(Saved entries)

====

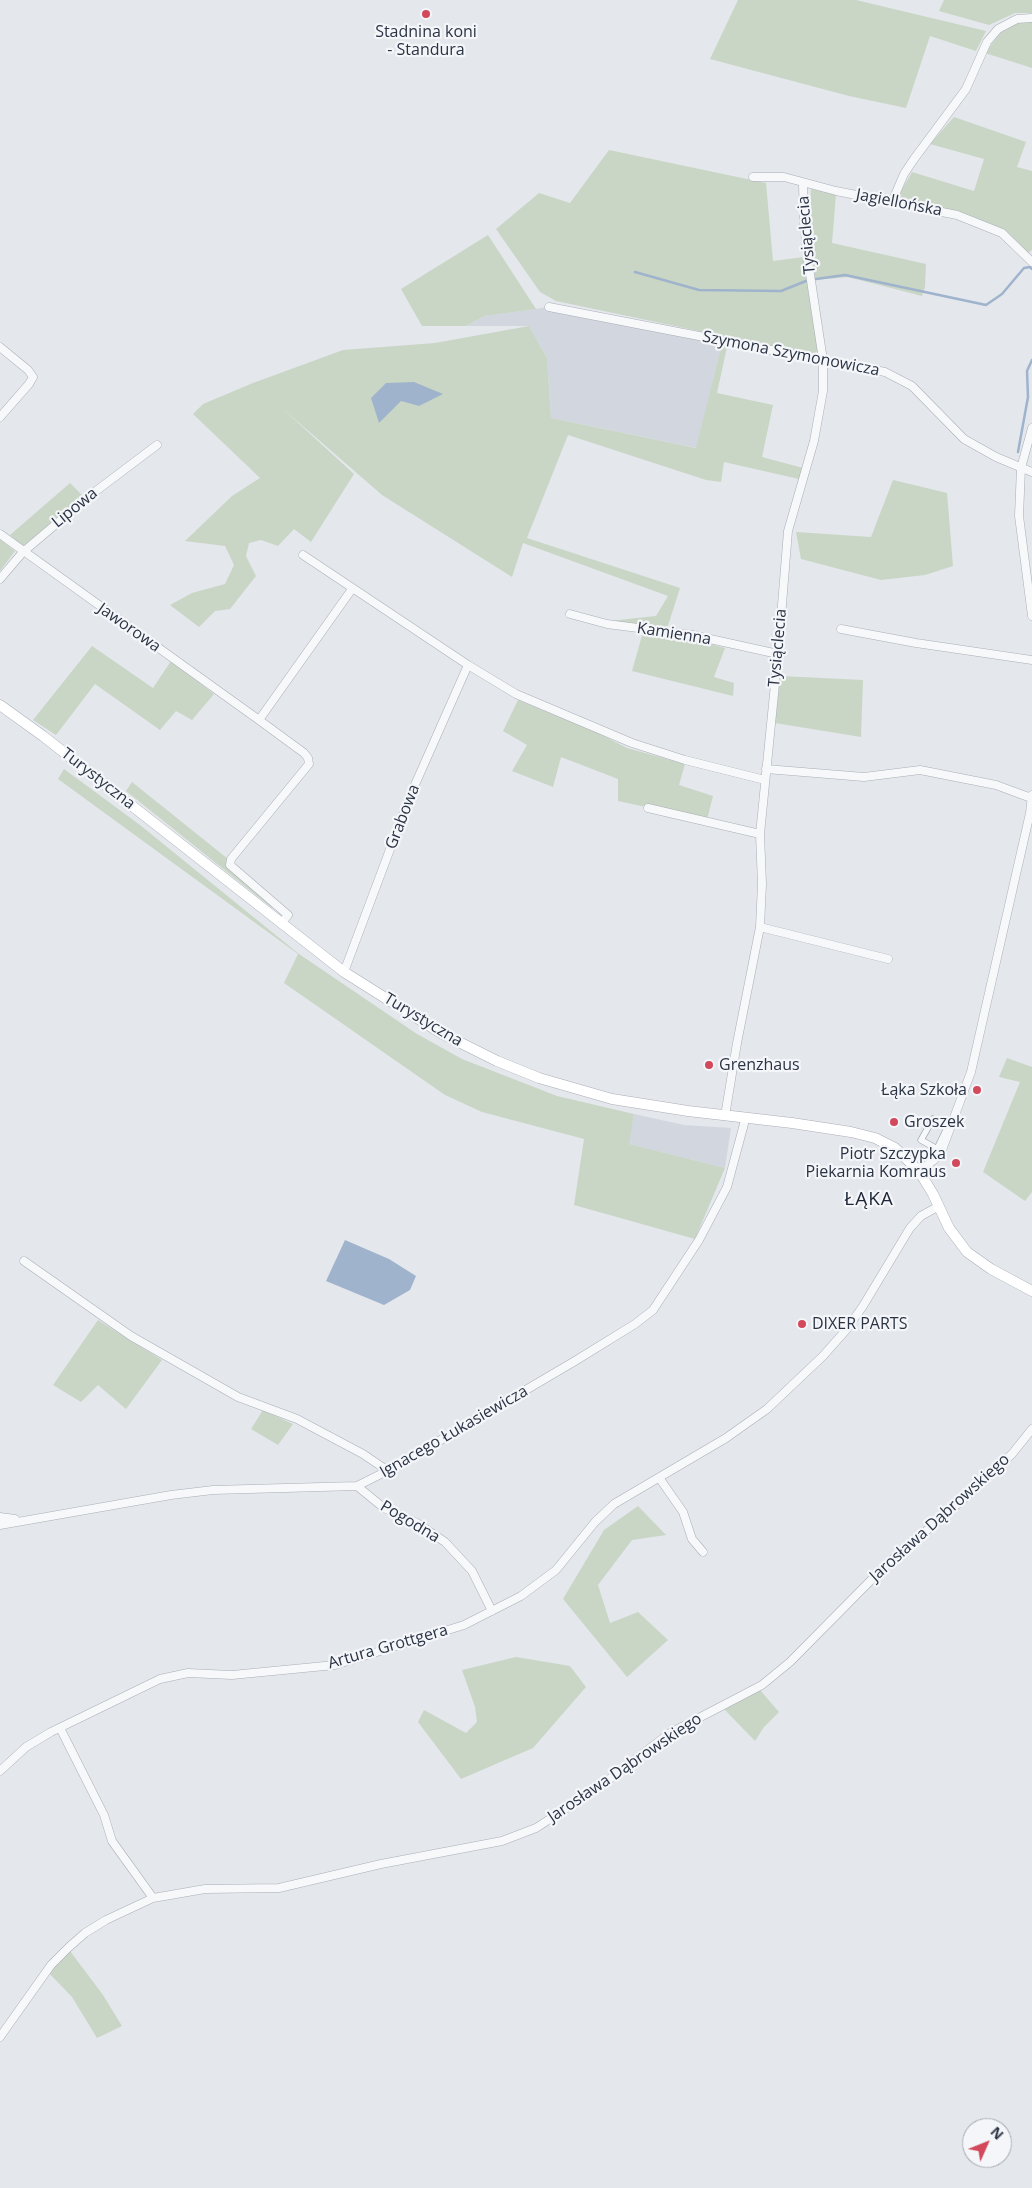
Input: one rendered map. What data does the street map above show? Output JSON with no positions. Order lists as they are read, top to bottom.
{
  "streets": {
    "main road": ["Turystyczna"],
    "street": [
      "Jagiellońska",
      "Tysiąclecia",
      "Szymona Szymonowicza",
      "Lipowa",
      "Jaworowa",
      "Kamienna",
      "Grabowa",
      "Ignacego Łukasiewicza",
      "Jarosława Dąbrowskiego",
      "Pogodna",
      "Artura Grottgera"
    ]
  },
  "crossings": [
    ["Jagiellońska", "Tysiąclecia"],
    ["Tysiąclecia", "Szymona Szymonowicza"],
    ["Tysiąclecia", "Kamienna"],
    ["Tysiąclecia", "Turystyczna"],
    ["Lipowa", "Jaworowa"],
    ["Jaworowa", "Turystyczna"],
    ["Turystyczna", "Grabowa"],
    ["Turystyczna", "Ignacego Łukasiewicza"],
    ["Turystyczna", "Artura Grottgera"],
    ["Ignacego Łukasiewicza", "Pogodna"],
    ["Pogodna", "Artura Grottgera"]
  ],
  "districts": ["ŁĄKA"],
  "places": [
    "Stadnina koni - Standura",
    "Grenzhaus",
    "Łąka Szkoła",
    "Groszek",
    "Piotr Szczypka Piekarnia Komraus",
    "DIXER PARTS"
  ],
  "north": "top right"
}
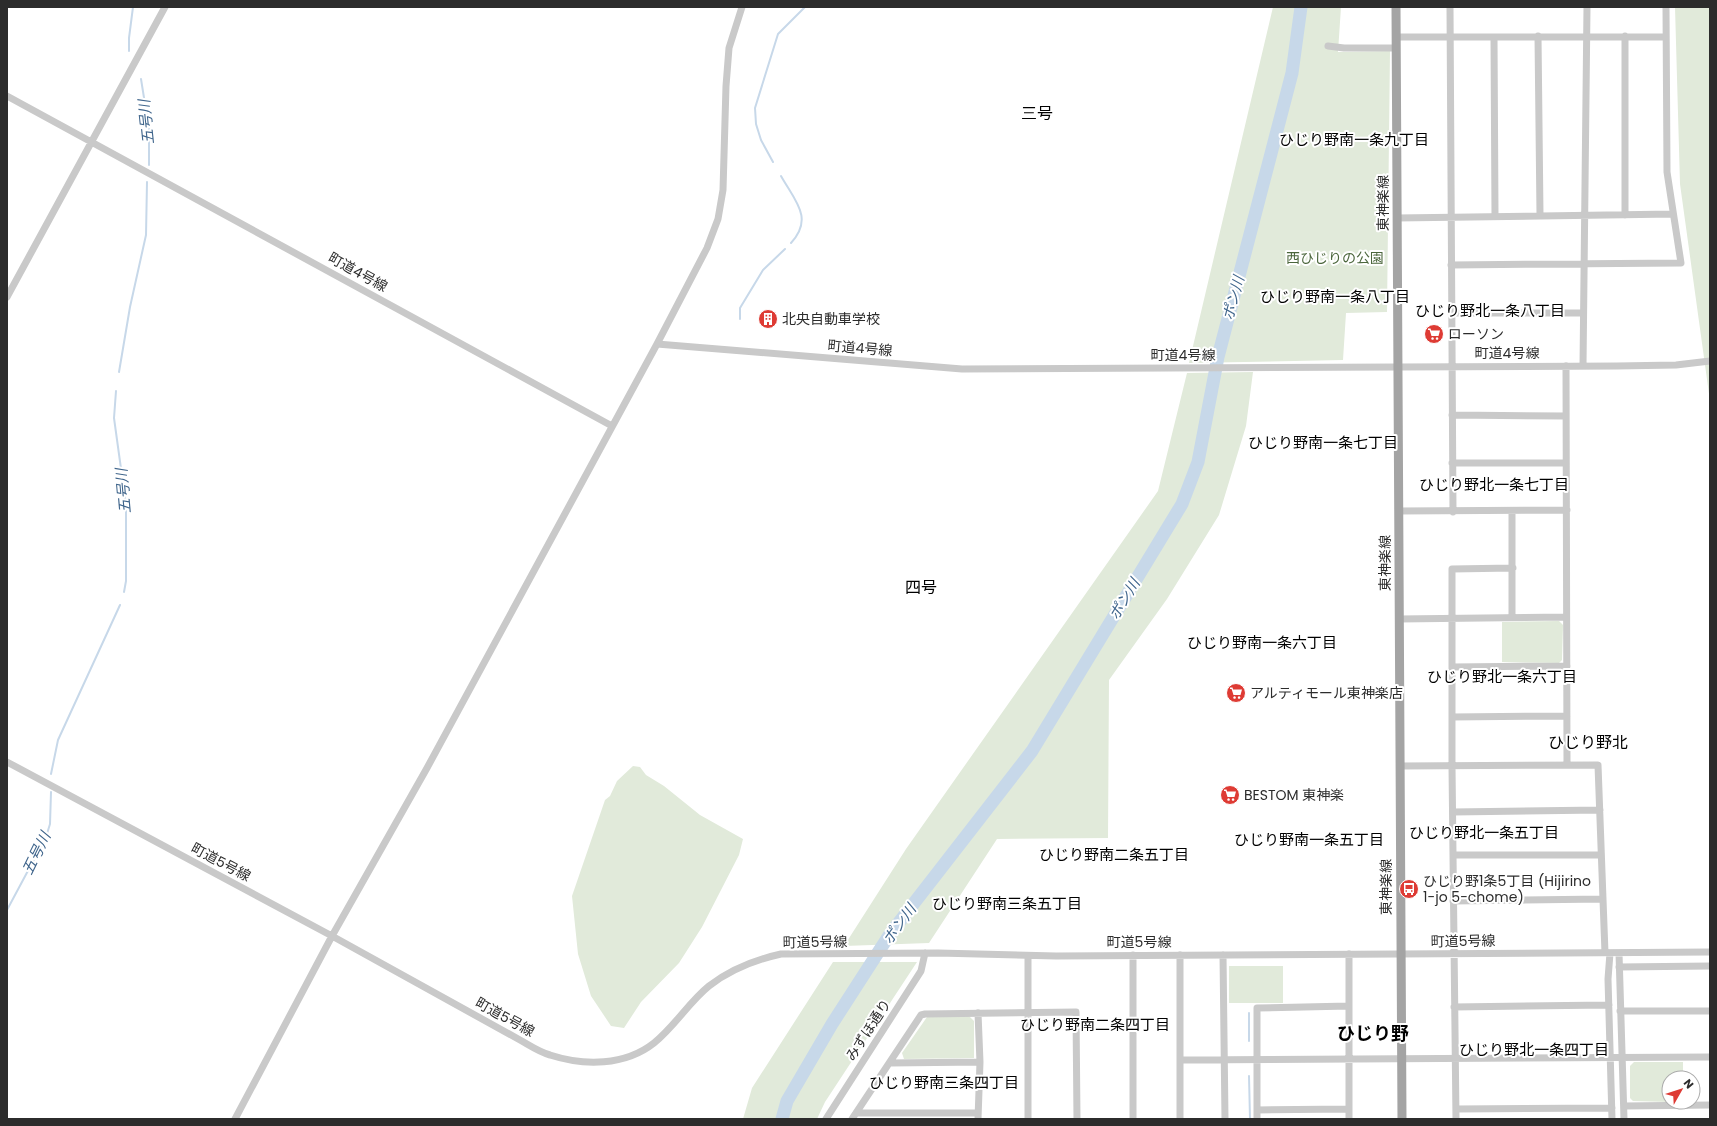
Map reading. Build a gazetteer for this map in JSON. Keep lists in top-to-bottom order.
{
  "streets": {
    "main road": ["東神楽線"],
    "street": ["町道4号線", "町道5号線", "みずほ通り"]
  },
  "crossings": [
    ["東神楽線", "町道4号線"],
    ["東神楽線", "町道5号線"],
    ["町道5号線", "みずほ通り"]
  ],
  "districts": [
    "三号",
    "ひじり野南一条九丁目",
    "ひじり野南一条八丁目",
    "ひじり野北一条八丁目",
    "ひじり野南一条七丁目",
    "ひじり野北一条七丁目",
    "四号",
    "ひじり野南一条六丁目",
    "ひじり野北一条六丁目",
    "ひじり野北",
    "ひじり野北一条五丁目",
    "ひじり野南一条五丁目",
    "ひじり野南二条五丁目",
    "ひじり野南三条五丁目",
    "ひじり野南二条四丁目",
    "ひじり野",
    "ひじり野北一条四丁目",
    "ひじり野南三条四丁目"
  ],
  "water": ["五号川", "ポン川"],
  "parks": ["西ひじりの公園"],
  "places": {
    "building": ["北央自動車学校"],
    "supermarket": ["ローソン", "アルティモール東神楽店", "BESTOM 東神楽"],
    "bus stop": ["ひじり野1条5丁目 (Hijirino 1-jo 5-chome)"]
  },
  "north": "top right"
}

====

What is needed: Full transcription without images: please go through the records and repeat them exactly.

Your solution:
Input: one rendered map. What data does the street map above show? Output JSON with no positions. Order lists as they are read, top to bottom.
{
  "streets": {
    "main road": ["Turystyczna"],
    "street": [
      "Jagiellońska",
      "Tysiąclecia",
      "Szymona Szymonowicza",
      "Lipowa",
      "Jaworowa",
      "Kamienna",
      "Grabowa",
      "Ignacego Łukasiewicza",
      "Jarosława Dąbrowskiego",
      "Pogodna",
      "Artura Grottgera"
    ]
  },
  "crossings": [
    ["Jagiellońska", "Tysiąclecia"],
    ["Tysiąclecia", "Szymona Szymonowicza"],
    ["Tysiąclecia", "Kamienna"],
    ["Tysiąclecia", "Turystyczna"],
    ["Lipowa", "Jaworowa"],
    ["Jaworowa", "Turystyczna"],
    ["Turystyczna", "Grabowa"],
    ["Turystyczna", "Ignacego Łukasiewicza"],
    ["Turystyczna", "Artura Grottgera"],
    ["Ignacego Łukasiewicza", "Pogodna"],
    ["Pogodna", "Artura Grottgera"]
  ],
  "districts": ["ŁĄKA"],
  "places": [
    "Stadnina koni - Standura",
    "Grenzhaus",
    "Łąka Szkoła",
    "Groszek",
    "Piotr Szczypka Piekarnia Komraus",
    "DIXER PARTS"
  ],
  "north": "top right"
}
Map reading. Build a gazetteer for this map in JSON. Keep lists in top-to-bottom order.
{
  "streets": {
    "main road": ["東神楽線"],
    "street": ["町道4号線", "町道5号線", "みずほ通り"]
  },
  "crossings": [
    ["東神楽線", "町道4号線"],
    ["東神楽線", "町道5号線"],
    ["町道5号線", "みずほ通り"]
  ],
  "districts": [
    "三号",
    "ひじり野南一条九丁目",
    "ひじり野南一条八丁目",
    "ひじり野北一条八丁目",
    "ひじり野南一条七丁目",
    "ひじり野北一条七丁目",
    "四号",
    "ひじり野南一条六丁目",
    "ひじり野北一条六丁目",
    "ひじり野北",
    "ひじり野北一条五丁目",
    "ひじり野南一条五丁目",
    "ひじり野南二条五丁目",
    "ひじり野南三条五丁目",
    "ひじり野南二条四丁目",
    "ひじり野",
    "ひじり野北一条四丁目",
    "ひじり野南三条四丁目"
  ],
  "water": ["五号川", "ポン川"],
  "parks": ["西ひじりの公園"],
  "places": {
    "building": ["北央自動車学校"],
    "supermarket": ["ローソン", "アルティモール東神楽店", "BESTOM 東神楽"],
    "bus stop": ["ひじり野1条5丁目 (Hijirino 1-jo 5-chome)"]
  },
  "north": "top right"
}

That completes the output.